> TASK STATEMENT: If a line in the listing includes the word "controls", copy it out.

·····

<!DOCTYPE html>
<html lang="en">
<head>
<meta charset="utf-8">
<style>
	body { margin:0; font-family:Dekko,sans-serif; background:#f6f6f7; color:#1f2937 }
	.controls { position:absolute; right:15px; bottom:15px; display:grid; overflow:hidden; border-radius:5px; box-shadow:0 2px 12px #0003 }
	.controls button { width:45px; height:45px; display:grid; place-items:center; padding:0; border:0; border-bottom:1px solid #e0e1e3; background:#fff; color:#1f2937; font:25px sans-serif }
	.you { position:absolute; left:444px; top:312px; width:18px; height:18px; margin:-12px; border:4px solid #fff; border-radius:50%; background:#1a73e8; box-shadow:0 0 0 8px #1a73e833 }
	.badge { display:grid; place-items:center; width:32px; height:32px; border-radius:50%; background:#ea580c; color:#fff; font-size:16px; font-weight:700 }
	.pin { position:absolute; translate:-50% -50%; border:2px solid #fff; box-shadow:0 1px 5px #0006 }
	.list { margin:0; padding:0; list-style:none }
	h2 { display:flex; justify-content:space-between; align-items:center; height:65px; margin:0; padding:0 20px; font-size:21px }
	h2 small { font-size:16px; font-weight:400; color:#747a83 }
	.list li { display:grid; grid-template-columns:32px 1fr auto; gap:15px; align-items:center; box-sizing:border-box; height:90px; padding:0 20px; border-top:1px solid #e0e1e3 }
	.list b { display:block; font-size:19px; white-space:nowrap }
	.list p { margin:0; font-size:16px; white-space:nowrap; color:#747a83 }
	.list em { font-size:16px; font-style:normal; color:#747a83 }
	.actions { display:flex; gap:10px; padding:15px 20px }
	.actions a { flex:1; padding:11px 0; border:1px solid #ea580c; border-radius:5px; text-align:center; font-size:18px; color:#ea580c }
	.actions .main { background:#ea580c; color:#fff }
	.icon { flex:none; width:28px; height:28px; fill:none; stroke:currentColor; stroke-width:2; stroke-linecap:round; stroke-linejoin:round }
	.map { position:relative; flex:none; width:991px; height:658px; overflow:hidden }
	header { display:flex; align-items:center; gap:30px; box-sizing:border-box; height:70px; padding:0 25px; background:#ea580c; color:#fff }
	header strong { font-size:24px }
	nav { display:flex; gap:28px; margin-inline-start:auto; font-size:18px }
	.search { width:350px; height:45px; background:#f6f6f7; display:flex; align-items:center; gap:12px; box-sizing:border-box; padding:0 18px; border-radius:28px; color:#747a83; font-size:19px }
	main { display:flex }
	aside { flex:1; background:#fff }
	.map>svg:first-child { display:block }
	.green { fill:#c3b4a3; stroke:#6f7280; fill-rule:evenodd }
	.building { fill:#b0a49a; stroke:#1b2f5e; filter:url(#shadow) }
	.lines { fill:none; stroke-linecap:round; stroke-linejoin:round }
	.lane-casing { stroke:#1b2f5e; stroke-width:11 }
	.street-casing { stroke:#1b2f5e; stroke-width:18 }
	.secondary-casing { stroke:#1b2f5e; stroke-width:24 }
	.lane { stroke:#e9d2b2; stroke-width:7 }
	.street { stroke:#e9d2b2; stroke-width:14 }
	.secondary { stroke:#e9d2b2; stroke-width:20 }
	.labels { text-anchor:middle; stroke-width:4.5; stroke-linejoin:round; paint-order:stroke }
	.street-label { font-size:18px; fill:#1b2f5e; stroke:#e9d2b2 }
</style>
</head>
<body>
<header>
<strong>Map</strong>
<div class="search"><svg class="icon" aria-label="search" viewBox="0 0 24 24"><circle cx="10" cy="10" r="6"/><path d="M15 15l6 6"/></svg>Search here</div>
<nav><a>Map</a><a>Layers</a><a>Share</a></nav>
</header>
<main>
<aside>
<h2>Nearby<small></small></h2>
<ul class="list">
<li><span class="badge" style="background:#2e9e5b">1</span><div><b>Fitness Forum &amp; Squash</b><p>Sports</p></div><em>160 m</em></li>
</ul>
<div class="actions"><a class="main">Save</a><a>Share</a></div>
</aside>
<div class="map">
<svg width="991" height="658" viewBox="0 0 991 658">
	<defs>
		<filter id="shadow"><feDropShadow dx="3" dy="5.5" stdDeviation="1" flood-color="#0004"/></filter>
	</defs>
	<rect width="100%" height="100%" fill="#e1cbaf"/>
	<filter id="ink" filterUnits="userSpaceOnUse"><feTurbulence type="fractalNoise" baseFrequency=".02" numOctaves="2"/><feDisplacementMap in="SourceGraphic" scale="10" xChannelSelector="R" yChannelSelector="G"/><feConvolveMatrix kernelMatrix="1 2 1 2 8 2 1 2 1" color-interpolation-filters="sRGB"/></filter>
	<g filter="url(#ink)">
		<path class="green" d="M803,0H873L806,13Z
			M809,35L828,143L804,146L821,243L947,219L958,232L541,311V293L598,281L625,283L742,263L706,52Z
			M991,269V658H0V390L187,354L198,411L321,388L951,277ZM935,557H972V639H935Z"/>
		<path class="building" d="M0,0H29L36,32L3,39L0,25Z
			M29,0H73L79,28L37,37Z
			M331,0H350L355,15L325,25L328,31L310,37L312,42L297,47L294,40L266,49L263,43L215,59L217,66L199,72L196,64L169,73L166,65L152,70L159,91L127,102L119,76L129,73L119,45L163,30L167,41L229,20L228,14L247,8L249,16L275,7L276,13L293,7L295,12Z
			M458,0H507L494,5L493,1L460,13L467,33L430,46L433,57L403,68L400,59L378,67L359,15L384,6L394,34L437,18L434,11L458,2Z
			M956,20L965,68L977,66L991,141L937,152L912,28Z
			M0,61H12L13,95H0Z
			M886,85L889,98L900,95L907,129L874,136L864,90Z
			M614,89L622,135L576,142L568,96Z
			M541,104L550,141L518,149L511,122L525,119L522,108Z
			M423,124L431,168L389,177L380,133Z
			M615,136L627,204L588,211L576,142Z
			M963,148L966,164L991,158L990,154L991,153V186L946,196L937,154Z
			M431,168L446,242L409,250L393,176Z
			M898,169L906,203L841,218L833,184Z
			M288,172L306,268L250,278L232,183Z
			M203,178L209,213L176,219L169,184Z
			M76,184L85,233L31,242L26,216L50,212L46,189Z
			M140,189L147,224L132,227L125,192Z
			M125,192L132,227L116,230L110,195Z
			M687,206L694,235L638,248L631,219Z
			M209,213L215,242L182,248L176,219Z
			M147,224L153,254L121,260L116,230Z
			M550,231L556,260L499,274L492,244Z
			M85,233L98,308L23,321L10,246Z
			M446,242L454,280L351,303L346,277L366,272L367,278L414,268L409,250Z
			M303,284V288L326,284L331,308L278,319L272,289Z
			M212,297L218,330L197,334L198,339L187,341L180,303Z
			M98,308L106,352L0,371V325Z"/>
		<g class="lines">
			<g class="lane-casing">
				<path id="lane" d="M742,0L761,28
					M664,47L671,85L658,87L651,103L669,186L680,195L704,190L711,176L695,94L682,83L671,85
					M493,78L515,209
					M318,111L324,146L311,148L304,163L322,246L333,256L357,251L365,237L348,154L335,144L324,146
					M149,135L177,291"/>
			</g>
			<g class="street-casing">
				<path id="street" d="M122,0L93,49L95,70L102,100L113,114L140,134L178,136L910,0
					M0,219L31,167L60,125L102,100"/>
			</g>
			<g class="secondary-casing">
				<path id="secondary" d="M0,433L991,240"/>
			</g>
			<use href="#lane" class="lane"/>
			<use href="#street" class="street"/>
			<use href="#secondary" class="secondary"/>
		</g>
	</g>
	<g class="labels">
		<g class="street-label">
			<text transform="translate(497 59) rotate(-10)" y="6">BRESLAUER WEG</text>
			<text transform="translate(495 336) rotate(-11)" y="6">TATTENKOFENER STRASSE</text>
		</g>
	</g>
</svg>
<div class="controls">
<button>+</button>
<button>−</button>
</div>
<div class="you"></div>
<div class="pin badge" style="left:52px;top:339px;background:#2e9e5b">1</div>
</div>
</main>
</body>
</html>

·····

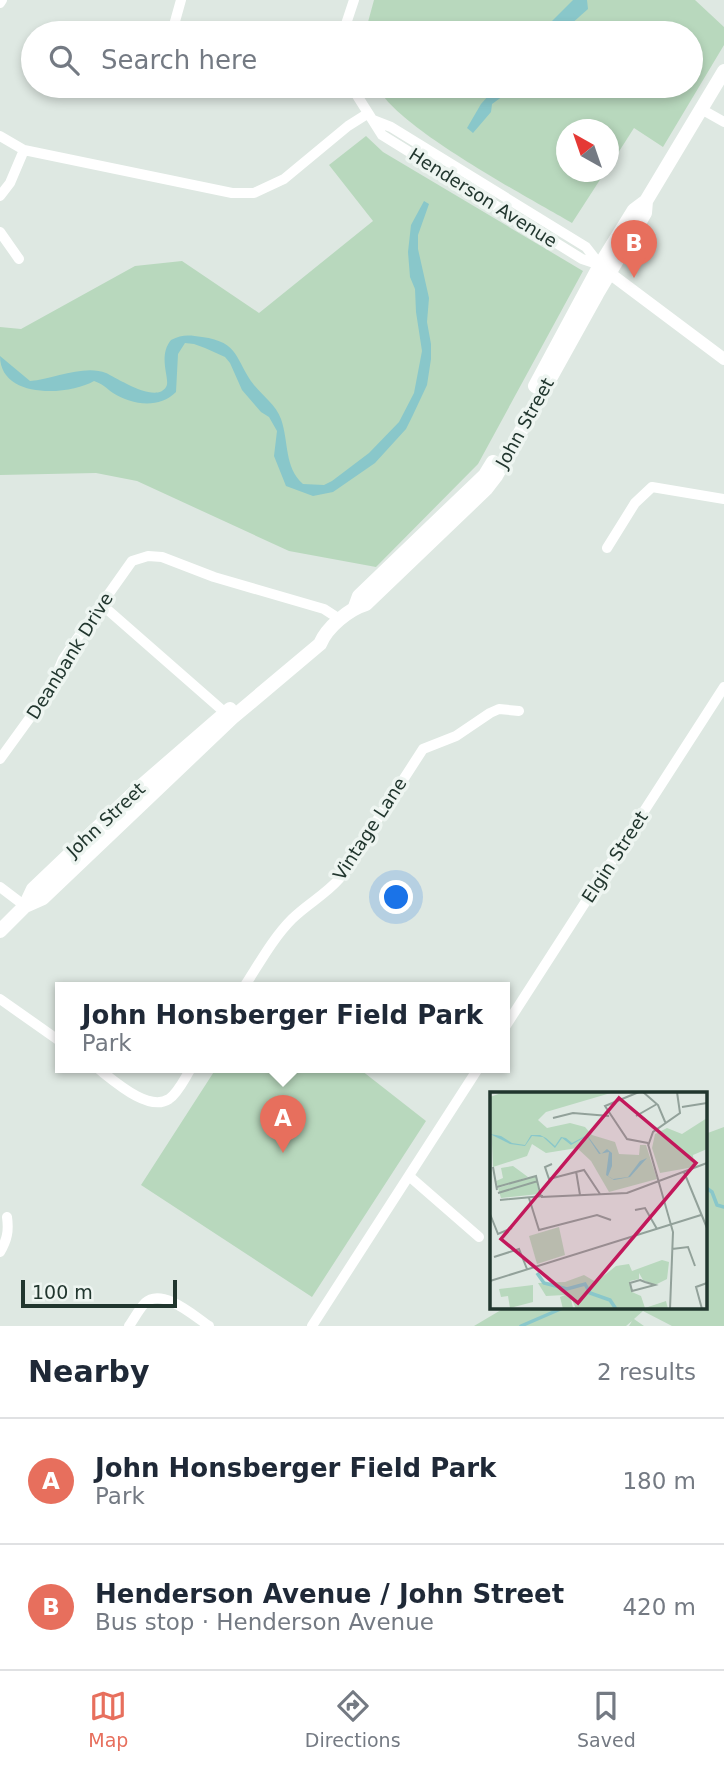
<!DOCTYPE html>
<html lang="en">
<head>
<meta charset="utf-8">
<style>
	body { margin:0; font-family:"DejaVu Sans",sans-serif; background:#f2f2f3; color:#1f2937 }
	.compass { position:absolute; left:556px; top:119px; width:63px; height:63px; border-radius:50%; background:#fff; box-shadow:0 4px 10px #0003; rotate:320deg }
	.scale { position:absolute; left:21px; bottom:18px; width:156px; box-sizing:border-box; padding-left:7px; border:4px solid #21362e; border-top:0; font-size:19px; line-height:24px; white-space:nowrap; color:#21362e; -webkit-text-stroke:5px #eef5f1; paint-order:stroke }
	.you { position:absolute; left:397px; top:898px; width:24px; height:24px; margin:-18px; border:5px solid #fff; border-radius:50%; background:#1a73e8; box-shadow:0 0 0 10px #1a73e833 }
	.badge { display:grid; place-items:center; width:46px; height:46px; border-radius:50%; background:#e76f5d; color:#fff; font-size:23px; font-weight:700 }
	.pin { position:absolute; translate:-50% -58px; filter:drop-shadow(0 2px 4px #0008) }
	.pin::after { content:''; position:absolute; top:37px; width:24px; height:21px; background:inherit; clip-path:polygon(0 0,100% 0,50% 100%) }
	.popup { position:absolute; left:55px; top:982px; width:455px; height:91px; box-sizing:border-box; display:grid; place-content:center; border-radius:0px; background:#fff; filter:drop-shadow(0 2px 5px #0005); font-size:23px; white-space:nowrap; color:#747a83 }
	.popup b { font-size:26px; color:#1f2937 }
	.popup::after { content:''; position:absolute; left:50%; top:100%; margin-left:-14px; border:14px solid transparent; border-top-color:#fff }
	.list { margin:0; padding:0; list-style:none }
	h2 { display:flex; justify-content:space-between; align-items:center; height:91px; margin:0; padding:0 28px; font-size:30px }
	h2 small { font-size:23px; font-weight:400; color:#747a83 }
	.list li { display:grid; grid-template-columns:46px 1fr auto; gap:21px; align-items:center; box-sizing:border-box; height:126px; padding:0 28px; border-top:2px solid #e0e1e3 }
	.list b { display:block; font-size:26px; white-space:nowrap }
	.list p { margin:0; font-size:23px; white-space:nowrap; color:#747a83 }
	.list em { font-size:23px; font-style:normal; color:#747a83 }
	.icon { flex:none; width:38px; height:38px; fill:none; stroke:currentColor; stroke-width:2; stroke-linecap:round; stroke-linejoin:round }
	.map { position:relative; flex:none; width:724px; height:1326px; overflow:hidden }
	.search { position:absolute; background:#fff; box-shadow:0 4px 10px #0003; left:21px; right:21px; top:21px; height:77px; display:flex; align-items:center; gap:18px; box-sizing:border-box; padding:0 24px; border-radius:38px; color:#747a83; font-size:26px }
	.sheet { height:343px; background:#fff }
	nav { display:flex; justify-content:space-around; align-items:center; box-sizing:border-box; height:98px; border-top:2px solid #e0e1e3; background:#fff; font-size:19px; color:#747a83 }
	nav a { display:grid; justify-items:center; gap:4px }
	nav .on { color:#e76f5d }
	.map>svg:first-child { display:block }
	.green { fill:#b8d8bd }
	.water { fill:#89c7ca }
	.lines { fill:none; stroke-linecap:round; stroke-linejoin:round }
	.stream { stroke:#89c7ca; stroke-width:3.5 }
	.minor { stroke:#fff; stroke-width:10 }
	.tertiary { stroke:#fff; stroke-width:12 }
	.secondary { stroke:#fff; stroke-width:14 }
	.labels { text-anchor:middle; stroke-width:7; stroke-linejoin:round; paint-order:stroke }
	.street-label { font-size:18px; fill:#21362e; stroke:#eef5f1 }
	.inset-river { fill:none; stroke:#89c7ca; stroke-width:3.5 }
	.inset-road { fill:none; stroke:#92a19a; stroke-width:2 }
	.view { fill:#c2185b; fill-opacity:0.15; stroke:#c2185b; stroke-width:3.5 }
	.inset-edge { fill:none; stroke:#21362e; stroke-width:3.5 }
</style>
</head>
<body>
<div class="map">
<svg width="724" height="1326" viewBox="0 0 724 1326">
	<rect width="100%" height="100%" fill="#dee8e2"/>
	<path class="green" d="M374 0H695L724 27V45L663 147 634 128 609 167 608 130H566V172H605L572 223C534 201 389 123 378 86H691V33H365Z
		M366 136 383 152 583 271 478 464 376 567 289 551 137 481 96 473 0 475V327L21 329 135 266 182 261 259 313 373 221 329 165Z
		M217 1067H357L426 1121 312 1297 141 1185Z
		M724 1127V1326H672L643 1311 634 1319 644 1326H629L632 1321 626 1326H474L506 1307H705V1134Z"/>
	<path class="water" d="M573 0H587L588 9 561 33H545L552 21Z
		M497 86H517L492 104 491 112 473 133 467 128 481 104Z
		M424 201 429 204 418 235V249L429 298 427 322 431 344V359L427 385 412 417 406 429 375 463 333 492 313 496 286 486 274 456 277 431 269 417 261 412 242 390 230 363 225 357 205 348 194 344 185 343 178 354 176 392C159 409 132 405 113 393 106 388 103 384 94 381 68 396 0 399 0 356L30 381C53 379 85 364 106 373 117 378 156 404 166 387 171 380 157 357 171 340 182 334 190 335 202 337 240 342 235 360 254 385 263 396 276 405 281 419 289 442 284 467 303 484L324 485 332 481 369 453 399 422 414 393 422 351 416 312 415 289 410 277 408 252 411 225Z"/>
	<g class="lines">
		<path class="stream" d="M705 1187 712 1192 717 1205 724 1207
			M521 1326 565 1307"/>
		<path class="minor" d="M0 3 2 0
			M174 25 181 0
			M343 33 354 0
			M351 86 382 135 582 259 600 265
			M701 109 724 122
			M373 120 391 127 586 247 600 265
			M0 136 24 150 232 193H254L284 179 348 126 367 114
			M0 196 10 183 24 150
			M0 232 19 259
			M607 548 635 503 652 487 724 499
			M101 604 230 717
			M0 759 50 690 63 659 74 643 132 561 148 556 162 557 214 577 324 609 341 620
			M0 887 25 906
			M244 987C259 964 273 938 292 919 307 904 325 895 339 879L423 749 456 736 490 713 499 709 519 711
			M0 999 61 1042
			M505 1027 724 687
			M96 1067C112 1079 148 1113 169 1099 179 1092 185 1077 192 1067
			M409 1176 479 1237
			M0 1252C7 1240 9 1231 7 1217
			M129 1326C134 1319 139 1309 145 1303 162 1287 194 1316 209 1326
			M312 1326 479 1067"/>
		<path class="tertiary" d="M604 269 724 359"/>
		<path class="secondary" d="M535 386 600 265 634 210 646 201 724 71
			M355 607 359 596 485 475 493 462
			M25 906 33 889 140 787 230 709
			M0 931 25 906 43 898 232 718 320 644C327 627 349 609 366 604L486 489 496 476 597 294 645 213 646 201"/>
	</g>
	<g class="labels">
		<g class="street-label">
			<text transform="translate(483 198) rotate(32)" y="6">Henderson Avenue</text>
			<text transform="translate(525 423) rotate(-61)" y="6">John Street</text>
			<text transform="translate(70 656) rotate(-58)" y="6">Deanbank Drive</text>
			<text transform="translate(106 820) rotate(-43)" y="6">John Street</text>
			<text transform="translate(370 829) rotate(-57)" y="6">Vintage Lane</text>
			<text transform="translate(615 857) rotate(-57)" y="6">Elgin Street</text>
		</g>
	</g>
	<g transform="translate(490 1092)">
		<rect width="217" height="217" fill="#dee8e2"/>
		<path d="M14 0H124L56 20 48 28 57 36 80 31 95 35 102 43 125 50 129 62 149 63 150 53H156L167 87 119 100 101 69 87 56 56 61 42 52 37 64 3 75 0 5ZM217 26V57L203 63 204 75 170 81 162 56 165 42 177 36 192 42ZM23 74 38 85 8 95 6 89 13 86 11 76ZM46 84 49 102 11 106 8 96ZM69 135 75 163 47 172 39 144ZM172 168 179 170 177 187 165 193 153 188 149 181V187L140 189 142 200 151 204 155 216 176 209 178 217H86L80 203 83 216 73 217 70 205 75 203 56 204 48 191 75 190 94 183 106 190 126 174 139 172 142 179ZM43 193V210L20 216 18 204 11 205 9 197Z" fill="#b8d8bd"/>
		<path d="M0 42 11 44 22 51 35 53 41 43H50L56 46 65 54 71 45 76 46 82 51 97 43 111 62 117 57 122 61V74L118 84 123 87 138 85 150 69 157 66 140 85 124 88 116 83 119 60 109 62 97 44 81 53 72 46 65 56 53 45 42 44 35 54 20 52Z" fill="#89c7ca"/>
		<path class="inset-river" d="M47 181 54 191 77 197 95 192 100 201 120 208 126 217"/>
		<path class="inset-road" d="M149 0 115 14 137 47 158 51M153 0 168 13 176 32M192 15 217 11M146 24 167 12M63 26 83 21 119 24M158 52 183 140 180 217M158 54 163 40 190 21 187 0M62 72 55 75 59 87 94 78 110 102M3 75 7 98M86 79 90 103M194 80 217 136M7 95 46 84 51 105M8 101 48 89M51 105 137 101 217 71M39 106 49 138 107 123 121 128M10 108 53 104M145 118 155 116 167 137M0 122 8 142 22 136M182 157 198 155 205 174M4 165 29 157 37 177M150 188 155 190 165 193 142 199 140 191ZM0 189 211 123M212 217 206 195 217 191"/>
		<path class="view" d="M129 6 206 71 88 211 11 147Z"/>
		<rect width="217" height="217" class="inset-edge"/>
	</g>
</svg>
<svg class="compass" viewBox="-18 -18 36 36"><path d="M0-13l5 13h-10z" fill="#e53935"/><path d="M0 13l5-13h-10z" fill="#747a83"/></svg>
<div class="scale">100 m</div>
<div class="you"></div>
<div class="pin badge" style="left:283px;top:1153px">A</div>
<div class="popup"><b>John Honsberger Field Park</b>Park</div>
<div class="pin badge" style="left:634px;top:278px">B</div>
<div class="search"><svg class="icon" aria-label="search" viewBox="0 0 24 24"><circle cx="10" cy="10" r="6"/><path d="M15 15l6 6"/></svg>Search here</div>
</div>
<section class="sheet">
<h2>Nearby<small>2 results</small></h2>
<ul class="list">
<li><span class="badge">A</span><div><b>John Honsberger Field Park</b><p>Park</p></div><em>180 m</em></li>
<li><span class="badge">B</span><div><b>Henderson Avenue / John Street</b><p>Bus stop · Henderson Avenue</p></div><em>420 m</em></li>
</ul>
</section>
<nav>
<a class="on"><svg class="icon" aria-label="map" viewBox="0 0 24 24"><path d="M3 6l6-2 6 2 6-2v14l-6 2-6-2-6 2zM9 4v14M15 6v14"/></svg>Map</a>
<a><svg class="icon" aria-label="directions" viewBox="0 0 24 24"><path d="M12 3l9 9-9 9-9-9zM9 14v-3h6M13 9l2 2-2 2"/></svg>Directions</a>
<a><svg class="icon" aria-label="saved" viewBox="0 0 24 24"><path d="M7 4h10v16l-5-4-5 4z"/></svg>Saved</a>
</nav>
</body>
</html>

·····

> RESPONSE TO THE TASK:
	.controls { position:absolute; right:15px; bottom:15px; display:grid; overflow:hidden; border-radius:5px; box-shadow:0 2px 12px #0003 }
	.controls button { width:45px; height:45px; display:grid; place-items:center; padding:0; border:0; border-bottom:1px solid #e0e1e3; background:#fff; color:#1f2937; font:25px sans-serif }
<div class="controls">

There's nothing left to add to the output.